Herald-Tribune: Defunct Builder Costs Florida Bank Millions
The parent of Coast Bank of Florida will post a $17.3 million loss for 2006 as it tries to recover from a major loan crisis. The company said Friday it has added $21 million to its loan-loss reserve, $14 million of which is tied to 482 loans it made to customers of a defunct home builder.  After an "exhaustive" review of those loans, which originally totaled $110 million, Coast now believes it stands to lose $14 million at most.

Herald-Tribune: Defunct Builder Costs Florida Bank Millions

After an "exhaustive" review of those loans, which originally totaled $110 million, Coast now believes it stands to lose $14 million at most.

"This is what the board estimated was the absolutely worse-case basis from this portfolio," said Tramm Hudson, a special adviser to Coast Financial Holdings Inc.

The board added $7 million to the loan-loss reserve to cover potential losses from the rest of the bank's loan portfolio, he said.

The result is a $13.1 million charge that comes off the bottom line.

The 2006 loss of $17.3 million, or $2.65 per share, is a stunning amount for a company of Coast's size.

The loss will erode Coast's capital base and drop it from a "well" to an "adequately" capitalized bank in the eyes of federal regulators.

The decline in capital sets Coast's book value at $8.78 per share, a key number for investors and possible buyers of the company.

Coast has hired investment banker Sandler O'Neill to explore "strategic alternatives" that could include the sale of the company.

Setting aside money for loan losses and taking the big financial hit is an important step toward addressing its problems.

"We believe that the allowance we recorded will adequately provide for any losses arising from these construction-to-permanent and related loan portfolios, while maintaining an adequately capitalized bank," said interim chairman Michael Ruffino.
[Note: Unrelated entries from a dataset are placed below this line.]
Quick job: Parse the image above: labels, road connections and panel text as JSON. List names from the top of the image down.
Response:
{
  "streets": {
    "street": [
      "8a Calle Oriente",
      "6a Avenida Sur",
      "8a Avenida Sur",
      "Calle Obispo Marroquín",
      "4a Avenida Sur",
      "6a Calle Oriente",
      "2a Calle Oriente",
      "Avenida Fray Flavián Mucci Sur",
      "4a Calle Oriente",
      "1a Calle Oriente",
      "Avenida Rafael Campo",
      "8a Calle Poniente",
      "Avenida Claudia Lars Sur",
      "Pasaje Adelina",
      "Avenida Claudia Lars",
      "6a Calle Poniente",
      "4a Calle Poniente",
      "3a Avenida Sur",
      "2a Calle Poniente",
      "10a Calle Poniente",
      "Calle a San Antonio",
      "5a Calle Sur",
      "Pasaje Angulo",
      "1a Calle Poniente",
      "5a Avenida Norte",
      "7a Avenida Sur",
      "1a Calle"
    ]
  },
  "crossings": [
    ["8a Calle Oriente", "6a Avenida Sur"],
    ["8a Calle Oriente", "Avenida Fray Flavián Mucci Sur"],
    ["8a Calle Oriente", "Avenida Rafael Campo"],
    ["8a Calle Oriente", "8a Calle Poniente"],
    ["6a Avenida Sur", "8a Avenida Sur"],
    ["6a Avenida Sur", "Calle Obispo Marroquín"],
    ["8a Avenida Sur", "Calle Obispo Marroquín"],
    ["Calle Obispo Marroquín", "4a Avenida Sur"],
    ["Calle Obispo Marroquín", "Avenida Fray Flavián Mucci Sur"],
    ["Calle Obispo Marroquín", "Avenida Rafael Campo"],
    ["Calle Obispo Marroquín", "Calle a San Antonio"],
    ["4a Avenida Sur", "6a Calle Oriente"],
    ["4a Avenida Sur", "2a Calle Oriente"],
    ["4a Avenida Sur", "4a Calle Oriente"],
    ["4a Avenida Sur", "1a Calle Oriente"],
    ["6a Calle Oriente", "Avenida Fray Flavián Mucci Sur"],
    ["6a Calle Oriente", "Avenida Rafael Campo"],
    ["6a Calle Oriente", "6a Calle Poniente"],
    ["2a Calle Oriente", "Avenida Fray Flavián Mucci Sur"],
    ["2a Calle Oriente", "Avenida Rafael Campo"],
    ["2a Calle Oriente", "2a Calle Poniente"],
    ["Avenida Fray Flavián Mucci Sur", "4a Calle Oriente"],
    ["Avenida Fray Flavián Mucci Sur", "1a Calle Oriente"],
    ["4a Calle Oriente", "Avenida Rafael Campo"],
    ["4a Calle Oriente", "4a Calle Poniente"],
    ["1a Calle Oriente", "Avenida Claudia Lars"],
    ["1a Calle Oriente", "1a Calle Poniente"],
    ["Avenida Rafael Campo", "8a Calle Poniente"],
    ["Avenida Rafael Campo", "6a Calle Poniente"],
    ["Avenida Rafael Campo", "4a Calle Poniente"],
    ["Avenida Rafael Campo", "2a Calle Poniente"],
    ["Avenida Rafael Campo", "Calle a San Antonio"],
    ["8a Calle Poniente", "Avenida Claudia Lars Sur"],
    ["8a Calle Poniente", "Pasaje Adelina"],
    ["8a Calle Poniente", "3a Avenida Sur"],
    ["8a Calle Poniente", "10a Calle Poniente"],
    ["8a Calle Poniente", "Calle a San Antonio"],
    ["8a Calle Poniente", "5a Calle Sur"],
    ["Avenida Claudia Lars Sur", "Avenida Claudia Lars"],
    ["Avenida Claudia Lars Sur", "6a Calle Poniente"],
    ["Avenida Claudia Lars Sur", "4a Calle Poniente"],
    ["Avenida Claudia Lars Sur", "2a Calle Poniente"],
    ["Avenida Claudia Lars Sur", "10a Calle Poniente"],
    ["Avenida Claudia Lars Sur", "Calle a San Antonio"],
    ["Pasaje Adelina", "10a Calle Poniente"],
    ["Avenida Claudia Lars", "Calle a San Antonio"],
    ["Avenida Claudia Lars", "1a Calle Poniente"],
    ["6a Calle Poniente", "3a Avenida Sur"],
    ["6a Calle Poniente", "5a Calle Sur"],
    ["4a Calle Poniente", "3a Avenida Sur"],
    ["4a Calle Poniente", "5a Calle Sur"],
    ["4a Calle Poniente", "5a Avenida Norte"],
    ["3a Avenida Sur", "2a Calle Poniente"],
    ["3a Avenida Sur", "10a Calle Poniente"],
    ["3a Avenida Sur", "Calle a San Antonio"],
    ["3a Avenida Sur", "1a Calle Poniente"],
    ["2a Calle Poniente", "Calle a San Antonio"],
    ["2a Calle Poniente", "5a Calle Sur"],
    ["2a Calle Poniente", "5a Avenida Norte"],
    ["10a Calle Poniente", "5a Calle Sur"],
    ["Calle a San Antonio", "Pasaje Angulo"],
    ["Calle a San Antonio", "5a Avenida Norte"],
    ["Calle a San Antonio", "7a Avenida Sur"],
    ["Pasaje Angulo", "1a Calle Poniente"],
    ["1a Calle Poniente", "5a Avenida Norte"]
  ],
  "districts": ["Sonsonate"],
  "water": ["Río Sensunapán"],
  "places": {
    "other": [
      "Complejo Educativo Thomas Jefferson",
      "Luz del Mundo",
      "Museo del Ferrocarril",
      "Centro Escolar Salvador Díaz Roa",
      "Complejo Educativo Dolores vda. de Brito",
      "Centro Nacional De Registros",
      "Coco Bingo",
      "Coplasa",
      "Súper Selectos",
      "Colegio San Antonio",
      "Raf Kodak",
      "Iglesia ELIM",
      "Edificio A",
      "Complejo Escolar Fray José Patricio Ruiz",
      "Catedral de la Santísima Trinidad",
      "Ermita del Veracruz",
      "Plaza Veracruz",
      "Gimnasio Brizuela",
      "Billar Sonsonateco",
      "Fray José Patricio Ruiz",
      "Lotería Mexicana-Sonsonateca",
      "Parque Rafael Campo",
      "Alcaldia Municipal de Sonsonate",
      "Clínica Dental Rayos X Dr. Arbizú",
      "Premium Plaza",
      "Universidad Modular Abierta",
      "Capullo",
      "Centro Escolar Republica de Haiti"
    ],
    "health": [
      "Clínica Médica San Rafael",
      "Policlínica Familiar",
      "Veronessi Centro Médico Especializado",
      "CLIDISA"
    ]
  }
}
Sarasota attorney Alan Tannenbaum, who represents dozens of Coast clients, said "it appears the bank is moving closer to reality as to what their exposure is," though he believes that exposure is probably higher.

The bank could lose money from borrowers who walk away from their loans, those who convert their construction loans to permanent loans, or those who want the bank to reduce the value of the loans, he said.

Coast revealed in January that those 482 loans were in jeopardy after the home builder stopped construction.

Bank officials have not named the builder, but its customers have identified it as Construction Compliance Inc. of St. Petersburg.

CCI was building homes in south Sarasota and Charlotte counties. Many of Coast's borrowers were out-of-state speculators who hoped to build and flip the homes for a quick profit.

Coast Bank filed a report with regulators last month stating it lost $4.15 million in 2006, the worst loss in its seven-year history.

The bank will file an amended "call report" reflecting the revamped numbers.

Coast Financial will submit its financial report to regulators on March 15, Hudson said.

Hudson said the $21 million loan-loss provision was a "prudent" response to its loan problems.

"We have been working very closely with bank regulators as the company addresses these issues," Ruffino said.

Coast has lost money in five of its seven years in business. The company went public in late 2003 at $12 per share, but the stock has been hammered since the loan crisis became public.

Coast fired Philip W. Coon, the head of residential construction lending who put the CCI deal together. Also fired was his wife, Melissa, who was head of retail lending.

The bank holding company's shares, which trade on the Nasdaq, were selling for $7.50 at the close of regular trading on Friday, up 7 cents.

Coast announced its loss after the markets closed.